What vaccinations/immunisations does my child need?

Before birth, a baby receives natural immunity to some diseases from its mother. But this immunity quickly begins to wear off after they are born. The NHS recommends the first lot of vaccines when a baby is around 8 weeks old and a few more before they turn 18.

Here is a table of all the vaccinations your child will need and at what age they are recommended to have them.

United Kingdom's NHS Vaccination Schedule

Age of vaccination

Disease immunised against

Name of vaccination

8 weeks

Diptheria, hepatitis B, Hib, polio, tetanus, whooping cough

Infanrix hexa (also known as the 6-in-1 vaccine)

Pneumococcal infections

Prevenar 13

Rotavirus

Rotarix

Meningococcal B

Bexsero

3 months

Diptheria, hepatitis B, Hib, polio, tetanus, whooping cough (2nd dose)

Infanrix hexa (also known as the 6-in-1 vaccine)

Rotavirus (2nd dose)

Rotarix

4 months

Diptheria, hepatitis B, Hib, polio, tetanus, whooping cough (3rd dose)

Infanrix hexa (also known as the 6-in-1 vaccine)

Pneumococcal infections (2nd dose)

Prevenar 13

Meningococcal B (2nd dose)

Bexsero

1 year

Measles, mumps, rubella

Priorix, or M-M-RVAXPRO

Haemophilus influenzae type b (Hib) and meningitis C

Menitorix

Pneumococcal infections (3rd dose)

Prevenar 13

Meningococcal B (3rd dose)

Bexsero

3 years and 4 months

Diptheria, tetanus, whooping cough, polio

Infanrix IPV, or PEPEVAX (also known as the 4-in-1 pre-school booster)

Measles, mumps, and rubella (2nd dose)

Priorix, or M-M-RVAXPRO (also known as the MMR vaccine)

12-13 years

Human papilloma virus (HPV)

Gardasil

14 years

Tetanus, diptheria, polio

Revaxis (also known as the 3-in-1 teenage booster)

Meningitis, septicaemia (blood poisoning)

Nimenrix

Valid on 11 October 2018

Why does my child need the same vaccine more than once?

The vaccination schedule is designed to try and protect your child for life. To do this, some vaccines are given multiple times over a few years. This is because some vaccines offer high levels of protection after just one dose (such as the MMR vaccine) whilst others are not as effective (the typhoid vaccine, for example) and need to be a repeated a few times so that the benefits don’t wear off.

Can a baby really handle all of those vaccinations?

You might feel that giving too many vaccines at once will be too much for your baby to handle.
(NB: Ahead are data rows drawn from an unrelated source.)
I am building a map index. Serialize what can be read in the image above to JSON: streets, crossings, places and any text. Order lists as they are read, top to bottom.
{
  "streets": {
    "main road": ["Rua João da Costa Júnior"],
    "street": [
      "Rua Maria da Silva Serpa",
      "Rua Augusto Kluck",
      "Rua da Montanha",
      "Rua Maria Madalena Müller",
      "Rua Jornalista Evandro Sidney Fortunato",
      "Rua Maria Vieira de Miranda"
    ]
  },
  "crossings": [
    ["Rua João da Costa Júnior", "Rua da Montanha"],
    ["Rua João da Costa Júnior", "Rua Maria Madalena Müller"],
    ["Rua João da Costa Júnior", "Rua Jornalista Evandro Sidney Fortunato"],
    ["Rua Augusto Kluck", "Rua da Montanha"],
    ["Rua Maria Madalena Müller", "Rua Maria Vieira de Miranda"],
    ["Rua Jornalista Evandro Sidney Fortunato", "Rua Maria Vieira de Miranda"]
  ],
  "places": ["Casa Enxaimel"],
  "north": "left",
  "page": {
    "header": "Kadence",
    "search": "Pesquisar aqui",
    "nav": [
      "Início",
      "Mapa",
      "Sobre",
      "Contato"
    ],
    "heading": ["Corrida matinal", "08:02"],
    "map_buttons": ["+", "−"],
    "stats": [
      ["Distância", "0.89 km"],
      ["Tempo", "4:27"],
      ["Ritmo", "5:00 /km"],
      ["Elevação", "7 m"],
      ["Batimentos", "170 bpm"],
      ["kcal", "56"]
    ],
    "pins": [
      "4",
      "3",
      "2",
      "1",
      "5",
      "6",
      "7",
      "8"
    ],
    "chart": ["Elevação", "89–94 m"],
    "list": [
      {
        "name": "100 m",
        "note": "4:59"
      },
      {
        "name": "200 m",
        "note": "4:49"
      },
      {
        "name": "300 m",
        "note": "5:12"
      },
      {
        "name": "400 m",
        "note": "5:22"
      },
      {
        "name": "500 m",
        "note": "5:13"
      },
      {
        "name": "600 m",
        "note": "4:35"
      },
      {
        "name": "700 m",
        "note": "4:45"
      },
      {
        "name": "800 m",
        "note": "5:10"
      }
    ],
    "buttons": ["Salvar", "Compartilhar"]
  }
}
But research has shown that there are no harmful effects from giving multiple vaccines at one time. Babies come into contact with huge numbers of different bacteria and viruses from the moment they are born and as their immune systems learn to fight them off, they become stronger. Vaccines simply add a few more (killed or weakened) germs to a baby’s immune system (less than they would usually be exposed to in everyday life!) so they can learn to fight them off too.

Will my baby have side-effects after the vaccination?

After your child is vaccinated, their immune system is hard at work learning how to fight off the disease they’ve been immunised against. Some children may have some mild
side-effects as a result. A common side-effect is pain at the injection site and fever, which can be treated with paracetamol or ibuprofen* (children older than 3 months).

If you are at all worried about your baby’s vaccinations, or have any questions, do not hesitate to contact your doctor.